Hansgeorg Hermann berichtet über die Situation von Asylsuchenden in den Lagern auf den griechischen Inseln und wie aus Menschen, die vor Krieg und Hunger fliehen, Verbrecher gemacht werden. Militarisierung und Überwachung: Die EU-»Grenzschutzagentur« ist Krisengewinnerin. Matthias Monroy schreibt in seinem Beitrag über den Aufstieg von Frontex. Und was hat es eigentlich mit der »Bekämpfung von Fluchtursachen« auf sich? Ina Sembdner wirft in einer Buchrezension einen Blick auf die Maßnahmen der EU in ihrer »Zusammenarbeit« mit den Staaten Afrikas. Wie diese das aus der Kolonialzeit stammende Machtverhältnis reproduzieren, ist Thema ihres Artikels.
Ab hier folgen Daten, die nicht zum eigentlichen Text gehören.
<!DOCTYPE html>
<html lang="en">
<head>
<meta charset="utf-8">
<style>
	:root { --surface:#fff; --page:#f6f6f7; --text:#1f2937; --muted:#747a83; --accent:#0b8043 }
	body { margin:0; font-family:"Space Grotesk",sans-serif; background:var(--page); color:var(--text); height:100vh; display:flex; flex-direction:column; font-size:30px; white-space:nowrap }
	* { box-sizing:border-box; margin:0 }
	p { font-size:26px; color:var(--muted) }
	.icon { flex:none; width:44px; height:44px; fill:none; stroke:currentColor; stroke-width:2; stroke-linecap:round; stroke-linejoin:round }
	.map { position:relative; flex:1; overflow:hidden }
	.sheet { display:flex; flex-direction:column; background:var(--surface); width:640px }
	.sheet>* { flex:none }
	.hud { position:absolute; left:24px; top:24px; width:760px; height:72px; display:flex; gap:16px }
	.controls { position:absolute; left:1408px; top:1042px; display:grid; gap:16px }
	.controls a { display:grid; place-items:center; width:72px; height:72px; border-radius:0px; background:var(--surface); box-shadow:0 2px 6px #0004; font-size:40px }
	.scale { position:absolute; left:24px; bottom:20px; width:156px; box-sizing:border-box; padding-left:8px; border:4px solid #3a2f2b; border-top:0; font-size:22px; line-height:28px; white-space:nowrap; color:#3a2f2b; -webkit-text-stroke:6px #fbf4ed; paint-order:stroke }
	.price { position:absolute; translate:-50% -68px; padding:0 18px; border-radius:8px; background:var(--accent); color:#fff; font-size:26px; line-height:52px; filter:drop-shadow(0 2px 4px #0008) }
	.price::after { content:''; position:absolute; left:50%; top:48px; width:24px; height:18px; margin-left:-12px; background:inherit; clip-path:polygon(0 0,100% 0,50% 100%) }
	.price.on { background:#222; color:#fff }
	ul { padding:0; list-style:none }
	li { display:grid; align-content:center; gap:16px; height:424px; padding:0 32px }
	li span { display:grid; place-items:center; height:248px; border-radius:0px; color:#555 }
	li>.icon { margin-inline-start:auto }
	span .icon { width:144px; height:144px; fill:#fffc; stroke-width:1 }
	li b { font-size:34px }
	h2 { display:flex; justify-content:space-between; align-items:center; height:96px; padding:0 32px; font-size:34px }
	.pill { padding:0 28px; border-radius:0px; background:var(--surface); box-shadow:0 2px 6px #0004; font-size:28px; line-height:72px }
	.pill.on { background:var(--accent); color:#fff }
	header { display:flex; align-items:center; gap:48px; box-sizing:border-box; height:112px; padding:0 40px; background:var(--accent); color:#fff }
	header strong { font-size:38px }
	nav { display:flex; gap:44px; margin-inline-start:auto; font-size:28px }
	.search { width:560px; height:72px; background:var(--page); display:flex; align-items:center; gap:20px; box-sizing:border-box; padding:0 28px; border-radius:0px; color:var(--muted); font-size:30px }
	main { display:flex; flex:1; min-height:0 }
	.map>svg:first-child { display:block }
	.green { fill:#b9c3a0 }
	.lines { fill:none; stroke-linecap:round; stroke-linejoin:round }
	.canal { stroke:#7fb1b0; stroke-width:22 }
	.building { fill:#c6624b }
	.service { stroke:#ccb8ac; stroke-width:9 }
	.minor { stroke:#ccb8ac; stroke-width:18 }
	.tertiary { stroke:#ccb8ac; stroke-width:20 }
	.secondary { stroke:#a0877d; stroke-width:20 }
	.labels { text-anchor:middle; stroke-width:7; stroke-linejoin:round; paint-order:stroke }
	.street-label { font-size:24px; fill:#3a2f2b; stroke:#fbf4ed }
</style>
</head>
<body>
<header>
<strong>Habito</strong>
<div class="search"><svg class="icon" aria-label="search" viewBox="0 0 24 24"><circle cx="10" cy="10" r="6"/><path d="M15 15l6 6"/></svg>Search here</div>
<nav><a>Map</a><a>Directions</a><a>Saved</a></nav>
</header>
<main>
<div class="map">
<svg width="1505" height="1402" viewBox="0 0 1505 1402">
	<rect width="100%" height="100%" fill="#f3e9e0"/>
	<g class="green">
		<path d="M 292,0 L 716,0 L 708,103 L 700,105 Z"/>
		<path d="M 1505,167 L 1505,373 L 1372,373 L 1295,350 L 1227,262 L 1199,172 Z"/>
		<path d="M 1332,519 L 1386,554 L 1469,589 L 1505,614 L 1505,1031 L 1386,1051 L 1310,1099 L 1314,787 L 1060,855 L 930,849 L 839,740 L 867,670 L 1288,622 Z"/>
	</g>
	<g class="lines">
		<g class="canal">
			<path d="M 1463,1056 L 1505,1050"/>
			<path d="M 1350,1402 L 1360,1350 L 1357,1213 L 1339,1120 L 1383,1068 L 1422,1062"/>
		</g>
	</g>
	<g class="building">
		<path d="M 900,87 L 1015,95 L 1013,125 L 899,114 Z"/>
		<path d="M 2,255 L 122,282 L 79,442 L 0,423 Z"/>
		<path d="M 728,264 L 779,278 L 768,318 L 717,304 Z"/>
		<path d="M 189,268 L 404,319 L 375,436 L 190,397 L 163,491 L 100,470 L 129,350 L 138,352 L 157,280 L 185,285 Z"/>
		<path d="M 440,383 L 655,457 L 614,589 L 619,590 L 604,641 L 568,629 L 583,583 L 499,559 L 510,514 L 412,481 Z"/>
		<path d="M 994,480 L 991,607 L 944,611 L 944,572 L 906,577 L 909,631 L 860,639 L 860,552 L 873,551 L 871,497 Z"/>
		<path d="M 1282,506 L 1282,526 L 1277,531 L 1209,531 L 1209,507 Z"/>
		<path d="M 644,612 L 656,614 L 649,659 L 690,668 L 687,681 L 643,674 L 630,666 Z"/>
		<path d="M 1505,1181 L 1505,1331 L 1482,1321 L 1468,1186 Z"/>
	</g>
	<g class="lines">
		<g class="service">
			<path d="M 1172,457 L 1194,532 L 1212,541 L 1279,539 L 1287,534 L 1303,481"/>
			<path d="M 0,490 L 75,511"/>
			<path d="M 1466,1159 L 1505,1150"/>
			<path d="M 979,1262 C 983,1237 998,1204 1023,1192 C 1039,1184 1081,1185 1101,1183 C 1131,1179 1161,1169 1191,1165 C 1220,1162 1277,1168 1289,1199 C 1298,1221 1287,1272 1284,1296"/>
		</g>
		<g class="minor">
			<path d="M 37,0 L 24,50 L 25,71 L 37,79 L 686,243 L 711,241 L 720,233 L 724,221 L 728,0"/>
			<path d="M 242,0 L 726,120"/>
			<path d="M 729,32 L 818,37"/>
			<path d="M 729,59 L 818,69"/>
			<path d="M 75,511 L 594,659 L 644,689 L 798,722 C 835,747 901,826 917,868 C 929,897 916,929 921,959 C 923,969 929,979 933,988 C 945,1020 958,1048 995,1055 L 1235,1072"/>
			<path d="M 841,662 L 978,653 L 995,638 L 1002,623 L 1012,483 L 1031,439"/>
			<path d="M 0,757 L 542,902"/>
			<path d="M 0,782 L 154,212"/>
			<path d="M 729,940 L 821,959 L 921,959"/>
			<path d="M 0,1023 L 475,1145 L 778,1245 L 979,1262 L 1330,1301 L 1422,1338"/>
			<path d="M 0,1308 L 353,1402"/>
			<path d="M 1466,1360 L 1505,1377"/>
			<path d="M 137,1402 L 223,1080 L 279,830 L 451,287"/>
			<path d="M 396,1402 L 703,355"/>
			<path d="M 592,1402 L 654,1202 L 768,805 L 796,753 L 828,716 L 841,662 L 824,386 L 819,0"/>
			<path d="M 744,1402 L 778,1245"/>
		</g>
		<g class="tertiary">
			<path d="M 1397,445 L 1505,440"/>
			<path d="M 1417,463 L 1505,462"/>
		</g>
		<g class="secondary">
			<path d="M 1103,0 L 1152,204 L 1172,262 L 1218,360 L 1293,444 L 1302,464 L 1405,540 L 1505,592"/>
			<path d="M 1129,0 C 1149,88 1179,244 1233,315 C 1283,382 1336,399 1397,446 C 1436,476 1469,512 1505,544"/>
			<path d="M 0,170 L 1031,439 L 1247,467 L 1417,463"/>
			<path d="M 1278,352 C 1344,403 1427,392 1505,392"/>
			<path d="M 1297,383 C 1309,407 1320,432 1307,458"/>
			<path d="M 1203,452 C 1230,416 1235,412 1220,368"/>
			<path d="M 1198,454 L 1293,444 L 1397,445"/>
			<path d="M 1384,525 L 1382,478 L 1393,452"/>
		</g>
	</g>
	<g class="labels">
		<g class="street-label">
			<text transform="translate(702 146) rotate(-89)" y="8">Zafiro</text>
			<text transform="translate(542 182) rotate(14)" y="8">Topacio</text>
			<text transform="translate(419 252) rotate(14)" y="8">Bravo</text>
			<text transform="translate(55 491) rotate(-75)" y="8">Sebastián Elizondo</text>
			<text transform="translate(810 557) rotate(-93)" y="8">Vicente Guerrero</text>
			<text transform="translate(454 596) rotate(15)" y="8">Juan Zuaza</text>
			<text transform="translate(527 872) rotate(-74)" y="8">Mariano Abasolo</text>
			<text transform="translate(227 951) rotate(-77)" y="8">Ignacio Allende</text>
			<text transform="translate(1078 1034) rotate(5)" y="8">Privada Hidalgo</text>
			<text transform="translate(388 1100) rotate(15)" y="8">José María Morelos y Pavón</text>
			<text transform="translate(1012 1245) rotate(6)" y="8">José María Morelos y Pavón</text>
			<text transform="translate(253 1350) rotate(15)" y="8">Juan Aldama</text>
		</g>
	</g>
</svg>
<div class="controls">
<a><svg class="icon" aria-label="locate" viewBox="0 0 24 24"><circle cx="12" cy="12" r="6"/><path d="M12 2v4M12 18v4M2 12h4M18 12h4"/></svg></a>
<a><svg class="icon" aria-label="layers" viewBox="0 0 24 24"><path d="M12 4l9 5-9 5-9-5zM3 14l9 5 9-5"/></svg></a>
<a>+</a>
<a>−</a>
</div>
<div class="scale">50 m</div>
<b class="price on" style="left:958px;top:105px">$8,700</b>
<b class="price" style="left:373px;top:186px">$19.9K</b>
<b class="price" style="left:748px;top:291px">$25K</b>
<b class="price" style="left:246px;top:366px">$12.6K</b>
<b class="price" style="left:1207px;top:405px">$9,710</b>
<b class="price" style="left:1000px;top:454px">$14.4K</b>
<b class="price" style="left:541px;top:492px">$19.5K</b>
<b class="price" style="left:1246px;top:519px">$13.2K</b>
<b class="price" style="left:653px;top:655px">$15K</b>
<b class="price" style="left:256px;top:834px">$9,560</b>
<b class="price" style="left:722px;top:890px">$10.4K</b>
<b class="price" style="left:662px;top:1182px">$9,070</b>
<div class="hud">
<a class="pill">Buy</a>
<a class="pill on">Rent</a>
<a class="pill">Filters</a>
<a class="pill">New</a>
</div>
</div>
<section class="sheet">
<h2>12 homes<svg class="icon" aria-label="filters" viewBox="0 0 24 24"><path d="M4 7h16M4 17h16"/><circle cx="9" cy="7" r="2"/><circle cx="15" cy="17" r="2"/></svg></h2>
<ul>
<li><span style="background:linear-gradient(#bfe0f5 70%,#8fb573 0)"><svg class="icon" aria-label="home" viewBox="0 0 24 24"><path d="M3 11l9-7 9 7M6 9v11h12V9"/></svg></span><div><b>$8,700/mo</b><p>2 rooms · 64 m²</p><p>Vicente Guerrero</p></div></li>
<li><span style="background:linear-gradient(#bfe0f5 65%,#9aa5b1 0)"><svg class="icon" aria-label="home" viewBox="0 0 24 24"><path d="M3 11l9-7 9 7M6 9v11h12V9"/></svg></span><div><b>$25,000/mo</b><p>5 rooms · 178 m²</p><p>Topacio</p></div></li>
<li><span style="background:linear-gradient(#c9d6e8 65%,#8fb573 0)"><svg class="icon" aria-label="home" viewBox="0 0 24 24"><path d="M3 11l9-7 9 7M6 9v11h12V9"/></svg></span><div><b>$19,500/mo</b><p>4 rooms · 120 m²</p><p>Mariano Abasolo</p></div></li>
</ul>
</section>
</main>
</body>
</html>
Der globale Norden zerstört mit seiner Art, Reichtum zu schaffen, diesen Planeten. Unterschiedliche Bewegungen haben dies in den vergangenen Jahren einer breiten Öffentlichkeit ins Bewusstsein gerufen. In den kommenden Jahrzehnten werden laut verschiedenen Prognosen Hunderte Millionen Menschen in Afrika und Asien gezwungen sein zu fliehen, weil der menschengemachte Klimawandel ihnen ihre Lebensgrundlage raubt. Jakob Reimann stellt Klimaflüchtlinge in den Mittelpunkt seines Artikels.
Dabei gehören Migration und Kapitalismus zusammen. Über dieses Verhältnis haben sich schon Klassiker wie Karl Marx, Rosa Luxemburg und Wladimir Iljitsch Lenin den Kopf zerbrochen. Daniel Bratanovic geht noch einmal zurück an die historischen Anfänge der Herrschaft der kapitalistischen Produktionsweise, analysiert die Mechanismen der »Proletarisierungsmaschine« – und zeigt, wie sie bis in die Gegenwart wirken.
Die Bilder dieser Beilage wurden 2021 an der Grenze zwischen Mexiko und den USA gemacht. Sie zeigen Flüchtlinge, die versuchen, bei Nacht über den Fluss Río Grande in den Bundesstaat Texas zu gelangen.